A federal appeals court has said that repeated instances of an employee being denied promotions for which he was qualified—including one in which he was graded as the only candidate in the best-qualified category—supports a conclusion that he was retaliated against for whistleblowing.
The ruling came in the second time the Seventh Circuit appeals court considered a case involving a Justice Department employee who contended his agency retaliated against him for making disclosures regarding co-workers. An initial MSPB decision held that the disclosures did not qualify under whistleblower protection law but the court found that they did and sent the case back for reconsideration. While that was pending, the employee filed a second complaint, alleging additional acts of retaliation for the same or similar disclosures alleged in the first appeal.

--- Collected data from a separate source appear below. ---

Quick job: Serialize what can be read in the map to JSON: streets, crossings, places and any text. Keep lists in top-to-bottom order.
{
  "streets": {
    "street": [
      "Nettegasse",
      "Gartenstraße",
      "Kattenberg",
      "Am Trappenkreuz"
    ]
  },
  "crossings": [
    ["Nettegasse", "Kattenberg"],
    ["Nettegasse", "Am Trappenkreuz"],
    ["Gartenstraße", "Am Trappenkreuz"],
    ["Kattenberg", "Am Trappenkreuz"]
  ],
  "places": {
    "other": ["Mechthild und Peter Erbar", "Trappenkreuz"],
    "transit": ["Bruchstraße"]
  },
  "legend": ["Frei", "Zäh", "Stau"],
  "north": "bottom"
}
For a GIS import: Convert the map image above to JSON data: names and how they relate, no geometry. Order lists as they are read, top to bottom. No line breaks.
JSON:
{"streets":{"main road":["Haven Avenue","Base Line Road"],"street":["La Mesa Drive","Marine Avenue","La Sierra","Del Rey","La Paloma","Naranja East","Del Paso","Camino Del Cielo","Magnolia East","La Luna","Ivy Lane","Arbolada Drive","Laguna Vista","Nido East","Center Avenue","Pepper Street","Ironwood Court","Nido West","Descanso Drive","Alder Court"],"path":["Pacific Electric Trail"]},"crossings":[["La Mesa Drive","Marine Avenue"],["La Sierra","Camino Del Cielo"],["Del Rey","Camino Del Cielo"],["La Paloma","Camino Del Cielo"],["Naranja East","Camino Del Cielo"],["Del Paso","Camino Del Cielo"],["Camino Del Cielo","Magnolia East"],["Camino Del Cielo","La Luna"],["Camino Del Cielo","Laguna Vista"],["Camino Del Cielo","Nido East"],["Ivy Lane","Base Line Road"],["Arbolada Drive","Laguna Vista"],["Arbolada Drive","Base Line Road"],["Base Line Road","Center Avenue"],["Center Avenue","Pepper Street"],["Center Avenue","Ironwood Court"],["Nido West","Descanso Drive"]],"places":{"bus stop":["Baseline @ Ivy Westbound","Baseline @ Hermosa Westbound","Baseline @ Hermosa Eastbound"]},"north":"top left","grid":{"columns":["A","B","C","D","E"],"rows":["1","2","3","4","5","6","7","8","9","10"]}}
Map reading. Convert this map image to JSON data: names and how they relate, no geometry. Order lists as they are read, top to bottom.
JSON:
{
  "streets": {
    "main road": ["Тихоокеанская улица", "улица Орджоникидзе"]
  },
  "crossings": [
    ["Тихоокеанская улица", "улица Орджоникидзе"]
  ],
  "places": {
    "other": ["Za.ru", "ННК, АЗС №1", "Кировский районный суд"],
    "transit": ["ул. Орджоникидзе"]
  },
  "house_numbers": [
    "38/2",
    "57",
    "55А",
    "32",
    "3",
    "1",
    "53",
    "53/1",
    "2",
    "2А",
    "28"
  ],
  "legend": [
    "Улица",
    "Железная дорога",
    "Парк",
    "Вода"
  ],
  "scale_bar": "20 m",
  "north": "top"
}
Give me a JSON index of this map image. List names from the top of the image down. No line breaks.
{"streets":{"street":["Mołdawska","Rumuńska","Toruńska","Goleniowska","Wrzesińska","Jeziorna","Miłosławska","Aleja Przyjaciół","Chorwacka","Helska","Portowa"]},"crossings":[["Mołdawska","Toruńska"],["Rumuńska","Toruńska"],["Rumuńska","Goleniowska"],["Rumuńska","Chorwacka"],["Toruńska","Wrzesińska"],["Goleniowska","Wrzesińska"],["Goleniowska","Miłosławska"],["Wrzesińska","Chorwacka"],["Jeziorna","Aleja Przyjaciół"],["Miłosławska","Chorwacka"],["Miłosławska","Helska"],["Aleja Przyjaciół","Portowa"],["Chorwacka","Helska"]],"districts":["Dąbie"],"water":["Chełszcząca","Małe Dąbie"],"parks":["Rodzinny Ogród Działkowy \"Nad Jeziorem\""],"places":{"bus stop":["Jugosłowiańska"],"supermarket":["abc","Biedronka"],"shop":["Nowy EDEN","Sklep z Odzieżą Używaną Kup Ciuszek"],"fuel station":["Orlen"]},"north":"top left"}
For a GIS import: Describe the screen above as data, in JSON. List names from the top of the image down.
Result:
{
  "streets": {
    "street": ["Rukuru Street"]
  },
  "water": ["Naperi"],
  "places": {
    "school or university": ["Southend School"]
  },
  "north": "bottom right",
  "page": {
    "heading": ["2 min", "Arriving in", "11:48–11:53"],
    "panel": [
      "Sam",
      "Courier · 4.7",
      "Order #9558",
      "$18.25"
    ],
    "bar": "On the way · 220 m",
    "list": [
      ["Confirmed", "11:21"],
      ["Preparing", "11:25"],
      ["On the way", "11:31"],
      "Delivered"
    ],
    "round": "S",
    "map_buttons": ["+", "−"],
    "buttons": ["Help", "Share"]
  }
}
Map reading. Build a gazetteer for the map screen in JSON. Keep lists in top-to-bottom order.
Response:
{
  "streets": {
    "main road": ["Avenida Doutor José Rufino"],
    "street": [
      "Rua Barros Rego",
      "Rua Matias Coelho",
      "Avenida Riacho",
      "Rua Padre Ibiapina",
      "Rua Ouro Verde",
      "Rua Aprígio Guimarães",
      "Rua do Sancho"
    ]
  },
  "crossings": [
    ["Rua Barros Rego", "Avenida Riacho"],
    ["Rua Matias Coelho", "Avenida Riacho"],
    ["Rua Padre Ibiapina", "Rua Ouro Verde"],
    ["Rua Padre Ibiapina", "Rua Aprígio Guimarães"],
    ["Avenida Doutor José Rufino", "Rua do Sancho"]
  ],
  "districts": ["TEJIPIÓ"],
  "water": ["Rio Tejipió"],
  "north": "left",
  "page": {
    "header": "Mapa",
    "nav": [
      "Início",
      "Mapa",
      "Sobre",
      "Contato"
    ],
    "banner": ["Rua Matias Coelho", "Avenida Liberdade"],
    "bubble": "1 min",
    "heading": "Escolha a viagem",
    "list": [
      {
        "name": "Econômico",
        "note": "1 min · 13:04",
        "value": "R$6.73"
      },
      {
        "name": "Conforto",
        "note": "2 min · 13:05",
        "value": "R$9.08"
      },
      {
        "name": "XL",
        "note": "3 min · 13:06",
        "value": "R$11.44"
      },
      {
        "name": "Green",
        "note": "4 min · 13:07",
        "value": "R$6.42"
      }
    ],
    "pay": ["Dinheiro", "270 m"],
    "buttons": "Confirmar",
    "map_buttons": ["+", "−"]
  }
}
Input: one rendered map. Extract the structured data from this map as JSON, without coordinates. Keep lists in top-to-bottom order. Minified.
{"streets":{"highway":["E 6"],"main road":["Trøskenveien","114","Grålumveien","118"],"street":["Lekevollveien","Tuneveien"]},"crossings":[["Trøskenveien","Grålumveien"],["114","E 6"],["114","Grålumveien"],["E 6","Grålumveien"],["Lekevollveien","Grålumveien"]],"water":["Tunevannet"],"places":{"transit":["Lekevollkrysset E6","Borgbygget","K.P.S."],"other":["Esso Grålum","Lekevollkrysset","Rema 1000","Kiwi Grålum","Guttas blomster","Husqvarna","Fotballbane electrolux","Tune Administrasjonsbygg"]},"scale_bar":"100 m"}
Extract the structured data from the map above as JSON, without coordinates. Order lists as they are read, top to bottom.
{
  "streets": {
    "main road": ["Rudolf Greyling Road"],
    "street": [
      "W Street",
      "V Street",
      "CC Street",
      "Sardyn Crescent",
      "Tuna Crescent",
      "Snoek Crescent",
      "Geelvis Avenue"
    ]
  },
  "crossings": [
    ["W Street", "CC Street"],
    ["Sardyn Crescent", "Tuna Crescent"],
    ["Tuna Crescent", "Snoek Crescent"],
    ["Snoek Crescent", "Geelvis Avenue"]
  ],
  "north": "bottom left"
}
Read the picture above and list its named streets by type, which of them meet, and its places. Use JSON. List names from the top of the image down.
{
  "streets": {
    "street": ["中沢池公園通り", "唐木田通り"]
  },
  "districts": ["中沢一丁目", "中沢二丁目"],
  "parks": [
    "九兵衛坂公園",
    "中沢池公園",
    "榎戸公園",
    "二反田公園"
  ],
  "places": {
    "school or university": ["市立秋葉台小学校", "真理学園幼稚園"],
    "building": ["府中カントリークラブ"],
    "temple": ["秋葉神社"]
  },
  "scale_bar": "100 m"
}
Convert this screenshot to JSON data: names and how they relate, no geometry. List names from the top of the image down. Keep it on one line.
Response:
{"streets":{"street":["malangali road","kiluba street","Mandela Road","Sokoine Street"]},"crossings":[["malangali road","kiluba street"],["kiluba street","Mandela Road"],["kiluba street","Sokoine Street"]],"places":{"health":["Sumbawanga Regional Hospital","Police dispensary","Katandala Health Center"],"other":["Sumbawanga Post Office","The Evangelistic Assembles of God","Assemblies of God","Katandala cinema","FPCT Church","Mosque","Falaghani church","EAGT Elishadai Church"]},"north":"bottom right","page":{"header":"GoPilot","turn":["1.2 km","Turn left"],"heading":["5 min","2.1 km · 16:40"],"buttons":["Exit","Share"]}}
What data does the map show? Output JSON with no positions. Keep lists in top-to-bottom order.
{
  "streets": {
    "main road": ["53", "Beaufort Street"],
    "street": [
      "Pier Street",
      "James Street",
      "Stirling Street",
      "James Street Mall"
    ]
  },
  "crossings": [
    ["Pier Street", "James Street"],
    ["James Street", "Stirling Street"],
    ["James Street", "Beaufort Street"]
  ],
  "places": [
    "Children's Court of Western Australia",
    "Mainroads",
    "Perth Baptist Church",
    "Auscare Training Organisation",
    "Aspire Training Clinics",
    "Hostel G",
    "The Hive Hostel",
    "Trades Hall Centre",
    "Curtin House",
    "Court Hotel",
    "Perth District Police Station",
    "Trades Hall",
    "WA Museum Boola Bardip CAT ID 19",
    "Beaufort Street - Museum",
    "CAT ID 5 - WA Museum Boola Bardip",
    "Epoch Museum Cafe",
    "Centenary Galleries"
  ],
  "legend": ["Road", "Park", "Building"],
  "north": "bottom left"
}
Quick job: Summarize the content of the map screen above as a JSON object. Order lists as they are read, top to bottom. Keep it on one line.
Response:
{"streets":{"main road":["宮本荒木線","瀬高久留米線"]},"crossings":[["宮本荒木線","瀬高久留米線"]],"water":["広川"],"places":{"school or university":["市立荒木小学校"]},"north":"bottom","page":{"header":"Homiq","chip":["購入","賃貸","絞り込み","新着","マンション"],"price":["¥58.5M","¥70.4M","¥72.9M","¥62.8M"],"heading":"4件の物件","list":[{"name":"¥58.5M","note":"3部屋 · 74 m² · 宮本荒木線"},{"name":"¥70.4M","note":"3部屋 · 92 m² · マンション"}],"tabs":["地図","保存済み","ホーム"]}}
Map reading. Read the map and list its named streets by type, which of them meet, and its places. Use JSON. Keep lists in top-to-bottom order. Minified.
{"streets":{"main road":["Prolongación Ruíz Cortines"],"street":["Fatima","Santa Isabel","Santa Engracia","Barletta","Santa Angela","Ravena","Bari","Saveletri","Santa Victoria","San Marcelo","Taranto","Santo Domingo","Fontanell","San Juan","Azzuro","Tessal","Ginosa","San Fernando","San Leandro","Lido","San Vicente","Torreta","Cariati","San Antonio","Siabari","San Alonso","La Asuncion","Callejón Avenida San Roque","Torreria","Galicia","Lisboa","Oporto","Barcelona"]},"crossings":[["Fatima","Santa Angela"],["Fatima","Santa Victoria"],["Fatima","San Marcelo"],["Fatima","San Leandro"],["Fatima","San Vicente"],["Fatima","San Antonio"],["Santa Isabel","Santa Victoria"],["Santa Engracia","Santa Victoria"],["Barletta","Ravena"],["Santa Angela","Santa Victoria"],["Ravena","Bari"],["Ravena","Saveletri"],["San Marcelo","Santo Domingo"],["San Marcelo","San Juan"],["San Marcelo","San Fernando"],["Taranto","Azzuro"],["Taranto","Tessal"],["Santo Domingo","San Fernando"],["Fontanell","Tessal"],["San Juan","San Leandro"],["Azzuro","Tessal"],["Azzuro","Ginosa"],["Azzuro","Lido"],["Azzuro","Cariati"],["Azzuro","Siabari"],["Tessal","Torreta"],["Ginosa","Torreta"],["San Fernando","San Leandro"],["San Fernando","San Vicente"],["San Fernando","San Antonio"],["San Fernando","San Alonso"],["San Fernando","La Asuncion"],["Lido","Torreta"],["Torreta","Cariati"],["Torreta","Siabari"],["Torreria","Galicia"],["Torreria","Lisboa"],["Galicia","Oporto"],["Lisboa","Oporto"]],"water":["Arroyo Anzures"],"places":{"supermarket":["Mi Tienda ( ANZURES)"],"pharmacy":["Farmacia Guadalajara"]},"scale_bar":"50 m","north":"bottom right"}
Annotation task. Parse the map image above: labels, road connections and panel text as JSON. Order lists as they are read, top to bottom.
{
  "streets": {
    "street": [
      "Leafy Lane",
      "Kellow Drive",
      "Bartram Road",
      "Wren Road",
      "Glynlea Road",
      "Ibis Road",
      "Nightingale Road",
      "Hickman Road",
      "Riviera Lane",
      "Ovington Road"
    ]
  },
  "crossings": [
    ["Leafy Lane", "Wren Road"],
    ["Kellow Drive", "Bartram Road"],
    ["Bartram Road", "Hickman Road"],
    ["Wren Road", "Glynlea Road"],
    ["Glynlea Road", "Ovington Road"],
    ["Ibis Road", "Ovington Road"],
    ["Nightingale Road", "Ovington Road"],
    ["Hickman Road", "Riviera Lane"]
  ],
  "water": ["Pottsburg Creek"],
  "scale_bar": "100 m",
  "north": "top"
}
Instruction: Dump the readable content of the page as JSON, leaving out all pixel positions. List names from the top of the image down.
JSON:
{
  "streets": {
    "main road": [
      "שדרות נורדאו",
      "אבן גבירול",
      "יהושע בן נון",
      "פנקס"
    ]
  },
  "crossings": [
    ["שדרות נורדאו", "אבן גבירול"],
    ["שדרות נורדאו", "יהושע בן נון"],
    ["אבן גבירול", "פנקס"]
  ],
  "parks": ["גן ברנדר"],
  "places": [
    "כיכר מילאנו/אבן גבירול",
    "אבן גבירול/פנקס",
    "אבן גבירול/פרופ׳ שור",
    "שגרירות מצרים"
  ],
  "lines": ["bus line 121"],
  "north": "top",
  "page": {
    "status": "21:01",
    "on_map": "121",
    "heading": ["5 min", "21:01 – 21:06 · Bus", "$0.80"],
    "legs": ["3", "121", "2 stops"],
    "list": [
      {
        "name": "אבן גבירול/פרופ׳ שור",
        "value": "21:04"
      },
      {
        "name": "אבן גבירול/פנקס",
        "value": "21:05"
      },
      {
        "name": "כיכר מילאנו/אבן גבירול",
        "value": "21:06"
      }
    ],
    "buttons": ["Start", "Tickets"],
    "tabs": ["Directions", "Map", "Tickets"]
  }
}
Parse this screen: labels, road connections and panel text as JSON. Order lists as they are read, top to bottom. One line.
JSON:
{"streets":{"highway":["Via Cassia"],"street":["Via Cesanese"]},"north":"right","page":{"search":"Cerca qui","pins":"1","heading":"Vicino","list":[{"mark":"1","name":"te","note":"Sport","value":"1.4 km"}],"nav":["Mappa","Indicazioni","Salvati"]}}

The hearing officer again sided with the agency, holding that while the disclosures had been a contributing factor in at least some of the actions, the agency showed that it would have taken the same action regardless. The employee appealed again and the court again sided with him, saying the agency’s evidence to be “highly subjective” and “so inconsistent with the record that it could support a finding of pretext.”
It added that “sheer number of promotions [the employee] was qualified for but denied in the wake of his protected disclosure weighs against the affirmative defense. Perhaps one or two might be explained away. But there is ample evidence here of widespread resentment [among agency officials of his] protected disclosure and too many denials to accept all of the agency’s explanations as clear and convincing.”
After the disclosure, the court added, the employee’s “career was going nowhere.”